Not just the Galaxy Note 7: Samsung’s battery factory in China catches fire
A minor fire that broke out at a Samsung SDI Co Ltd factory in China on Wednesday was caused by waste products including faulty batteries, the Korean company and local emergency services said.
A minor fire that broke out at a Samsung SDI Co Ltd factory in China on Wednesday was caused by waste products including faulty batteries, the Korean company and local emergency services said.
The fire broke out at the Samsung Electronics Co Ltd affiliate's factory in the northern Chinese city of Tianjin earlier on Wednesday and has been extinguished, a Samsung spokesman said, adding that there were no casualties or significant impact to the plant's operations.
The local fire department, however, said on its microblog that the fire was caused by batteries inside the facility.

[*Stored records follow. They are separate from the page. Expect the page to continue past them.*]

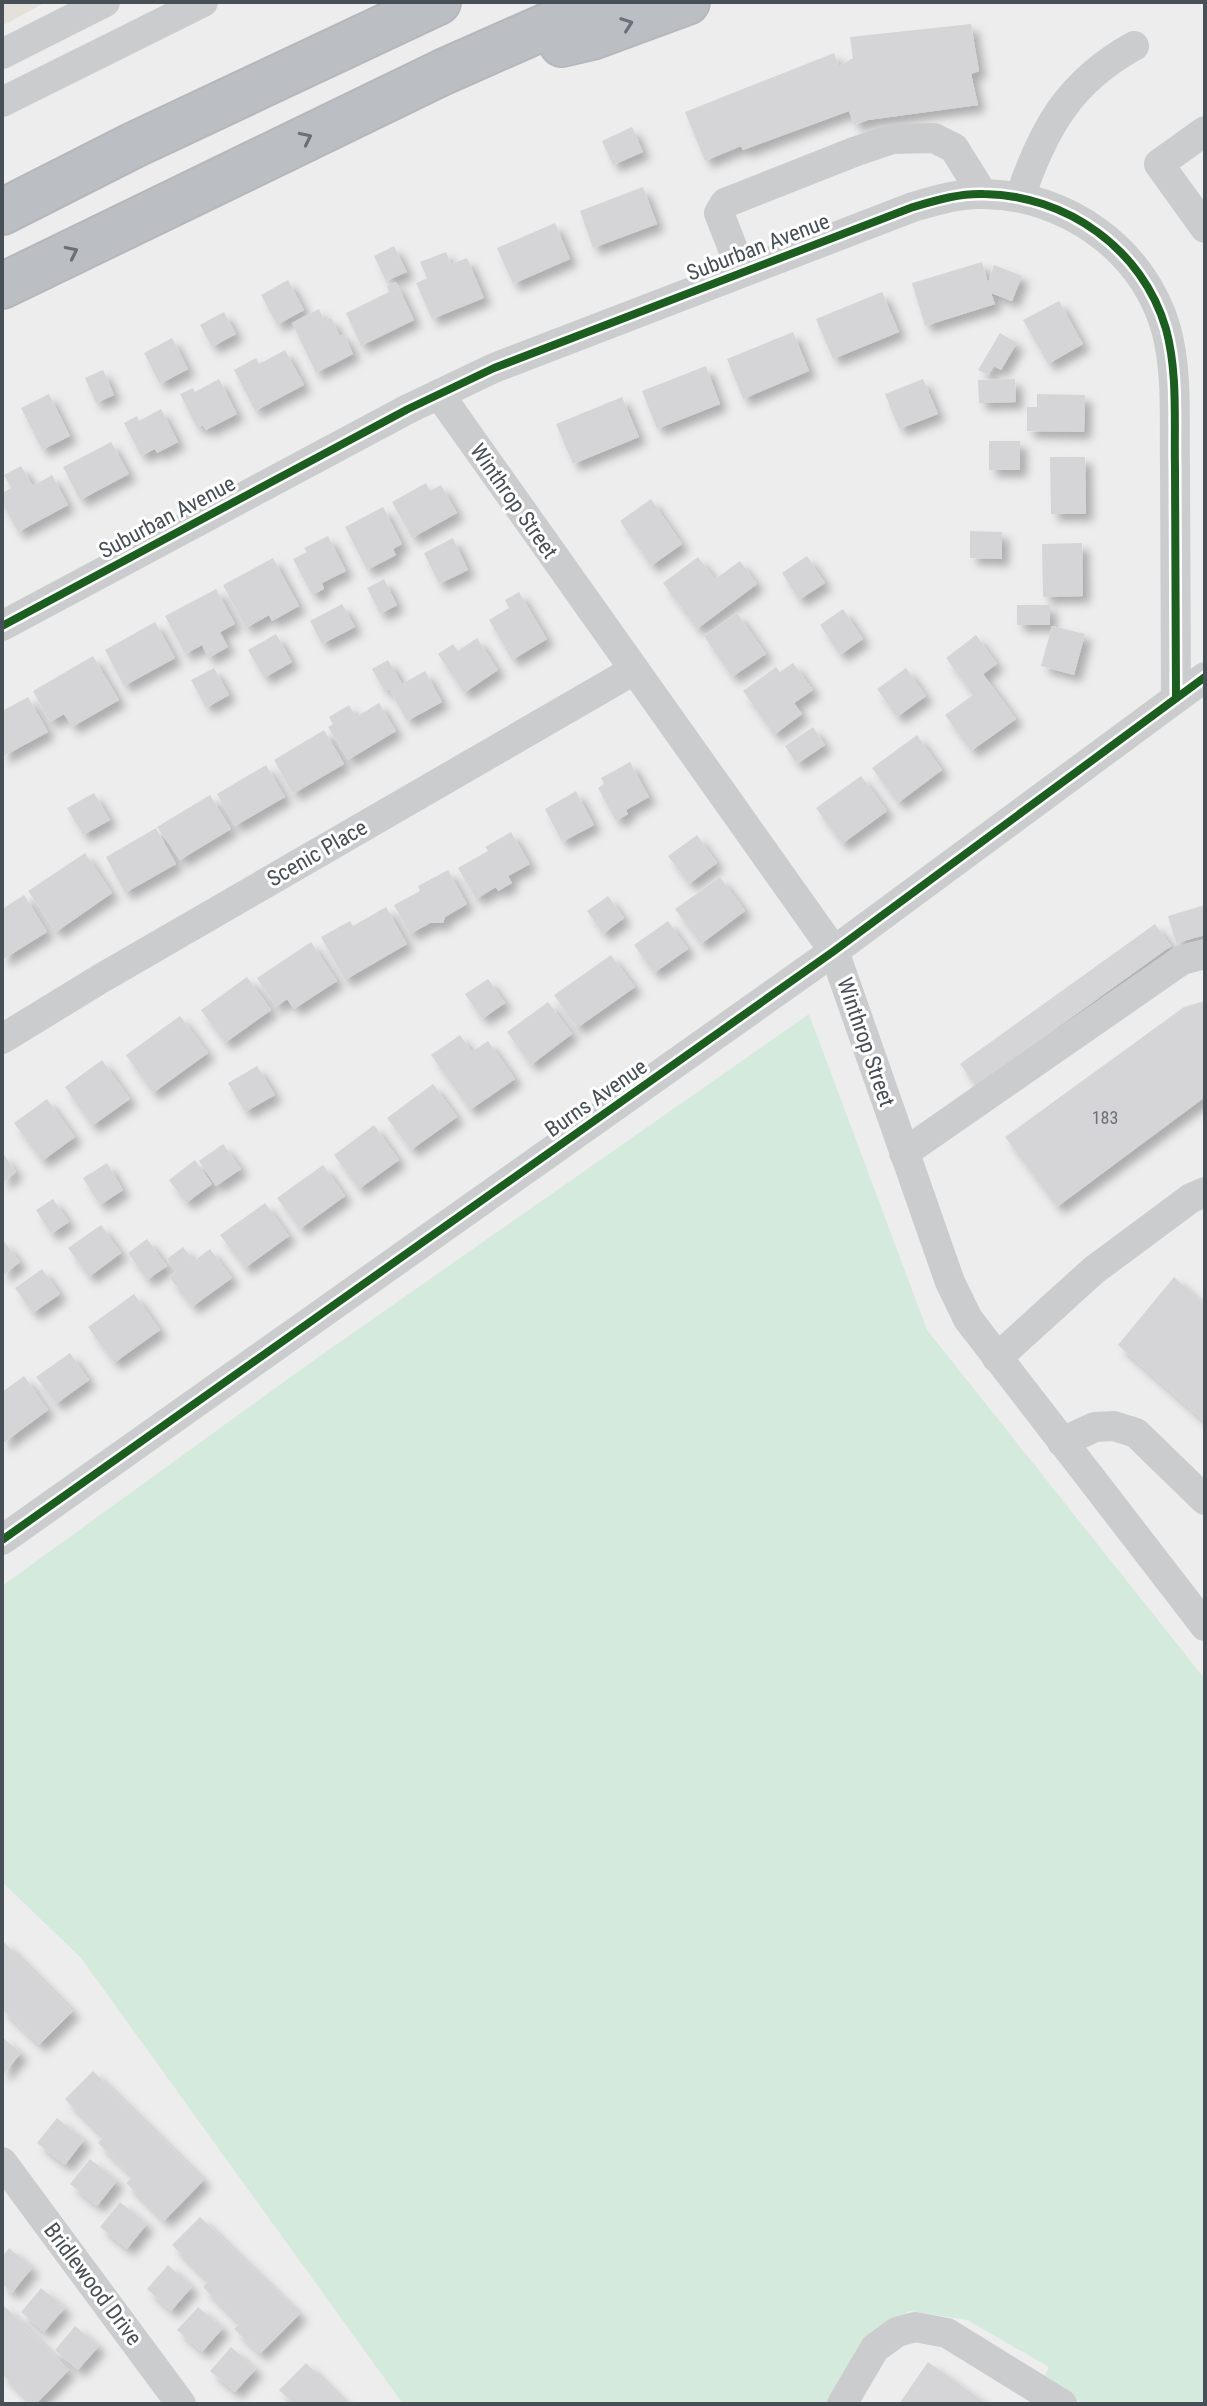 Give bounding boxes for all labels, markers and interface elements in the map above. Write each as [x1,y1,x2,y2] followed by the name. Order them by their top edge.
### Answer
[619,17,633,34] one-way arrow
[298,132,313,148] one-way arrow
[683,208,833,286] street label: Suburban Avenue
[64,246,79,261] one-way arrow
[465,439,563,563] street label: Winthrop Street
[95,471,239,563] street label: Suburban Avenue
[263,814,371,892] street label: Scenic Place
[832,974,900,1110] street label: Winthrop Street
[540,1054,652,1142] street label: Burns Avenue
[1092,1107,1118,1128] house number: 183
[39,2218,147,2350] street label: Bridlewood Drive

The "material that caught fire was lithium batteries inside the production workshops and some half-finished products", the Wuqing branch of the Tianjin Fire Department said in a post on its verified Sina Weibo account. It added it had sent out 110 firefighters and 19 trucks to put out the fire.

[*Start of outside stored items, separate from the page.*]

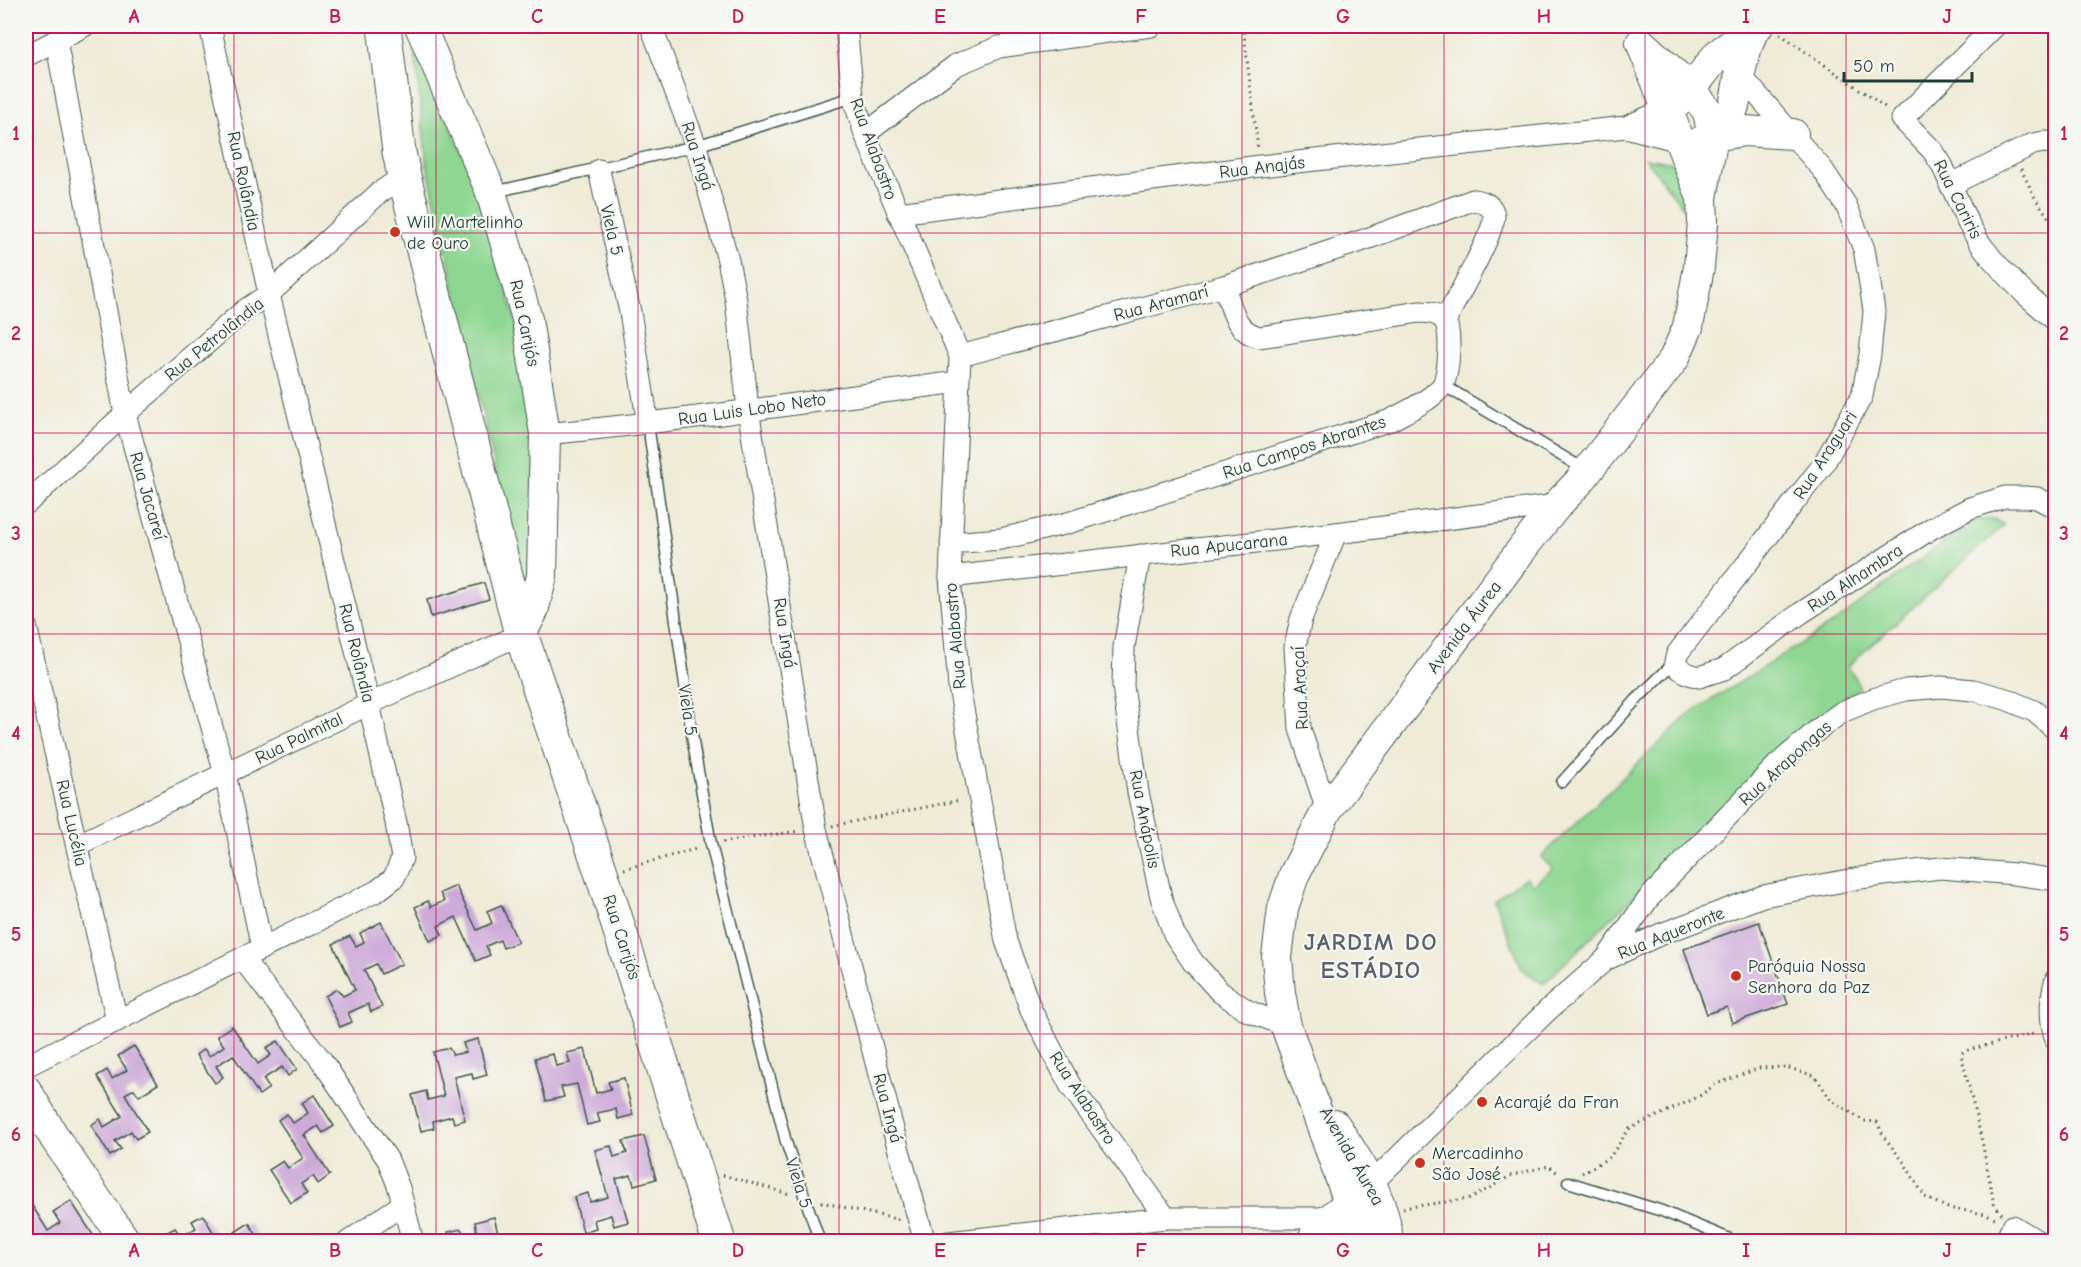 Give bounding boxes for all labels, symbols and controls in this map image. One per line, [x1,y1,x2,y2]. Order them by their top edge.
text: A [128,5,140,28]
text: B [329,5,341,28]
text: C [531,5,543,28]
text: D [732,5,744,28]
text: E [934,5,946,28]
text: F [1135,5,1147,28]
text: G [1336,5,1350,28]
text: H [1537,5,1551,28]
text: I [1742,5,1750,28]
text: J [1942,5,1952,28]
scale bar [1844,45,1972,83]
text: 50 m [1853,56,1895,77]
street label: Rua Alabastro [845,95,902,203]
street label: Rua Ingá [677,119,718,193]
text: 1 [12,122,20,145]
text: 1 [2060,122,2068,145]
street label: Rua Rolândia [223,129,264,233]
street label: Rua Anajás [1218,152,1306,183]
street label: Rua Cariris [1929,156,1986,242]
street label: Viela 5 [595,203,628,258]
place label: Will Martelinho de Ouro [407,212,523,254]
marker: Will Martelinho de Ouro [388,225,402,239]
street label: Rua Carijós [505,278,544,368]
street label: Rua Aramarí [1111,281,1212,326]
street label: Rua Petrolândia [161,293,268,386]
text: 2 [11,322,21,345]
text: 2 [2059,322,2069,345]
street label: Rua Luis Lobo Neto [677,389,827,430]
street label: Rua Araguari [1789,407,1862,503]
street label: Rua Campos Abrantes [1220,411,1388,484]
street label: Rua Jacareí [125,450,170,543]
text: 3 [11,522,21,545]
text: 3 [2059,522,2069,545]
street label: Rua Apucarana [1169,529,1289,562]
street label: Rua Alhambra [1804,540,1907,617]
street label: Avenida Áurea [1422,576,1506,678]
street label: Rua Alabastro [940,582,971,690]
street label: Rua Ingá [769,596,800,670]
street label: Rua Rolândia [334,601,379,705]
street label: Rua Araçaí [1288,645,1313,730]
street label: Viela 5 [674,683,702,737]
street label: Rua Palmital [252,708,346,769]
street label: Rua Arapongas [1735,716,1836,810]
text: 4 [11,722,21,745]
text: 4 [2059,722,2069,745]
street label: Rua Anápolis [1125,768,1164,870]
street label: Rua Lucélia [51,778,92,868]
street label: Rua Carijós [598,892,645,982]
street label: Rua Aqueronte [1615,903,1728,964]
text: 5 [11,923,21,946]
text: 5 [2059,923,2069,946]
district label: JARDIM DO ESTÁDIO [1304,928,1438,984]
place label: Paróquia Nossa Senhora da Paz [1748,956,1870,998]
marker: Paróquia Nossa Senhora da Paz [1729,969,1743,983]
street label: Rua Alabastro [1045,1048,1120,1149]
street label: Rua Ingá [868,1071,907,1145]
place label: Acarajé da Fran [1494,1092,1619,1113]
marker: Acarajé da Fran [1475,1095,1489,1109]
street label: Avenida Áurea [1315,1103,1389,1209]
text: 6 [11,1123,21,1146]
text: 6 [2059,1123,2069,1146]
place label: Mercadinho São José [1432,1143,1523,1185]
street label: Viela 5 [781,1155,817,1211]
marker: Mercadinho São José [1413,1156,1427,1170]
text: A [128,1239,140,1262]
text: B [329,1239,341,1262]
text: C [531,1239,543,1262]
text: D [732,1239,744,1262]
text: E [934,1239,946,1262]
text: F [1135,1239,1147,1262]
text: G [1336,1239,1350,1262]
text: H [1537,1239,1551,1262]
text: I [1742,1239,1750,1262]
text: J [1942,1239,1952,1262]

SDI is set to start supplying batteries for Samsung's upcoming flagship smartphone Galaxy S8 in the first quarter of this year. The S8 replaces the Galaxy Note 7 mode, which suffered a global recall last year due to battery defects.
Samsung said last month that SDI and China's Amperex Technology Ltd, the two battery suppliers for the Note 7, were to blame for the product failure that cost it $5.3 billion in operating profit.
The Tianjin plant is one of five production centers by SDI in China and a major one for small batteries used in phones.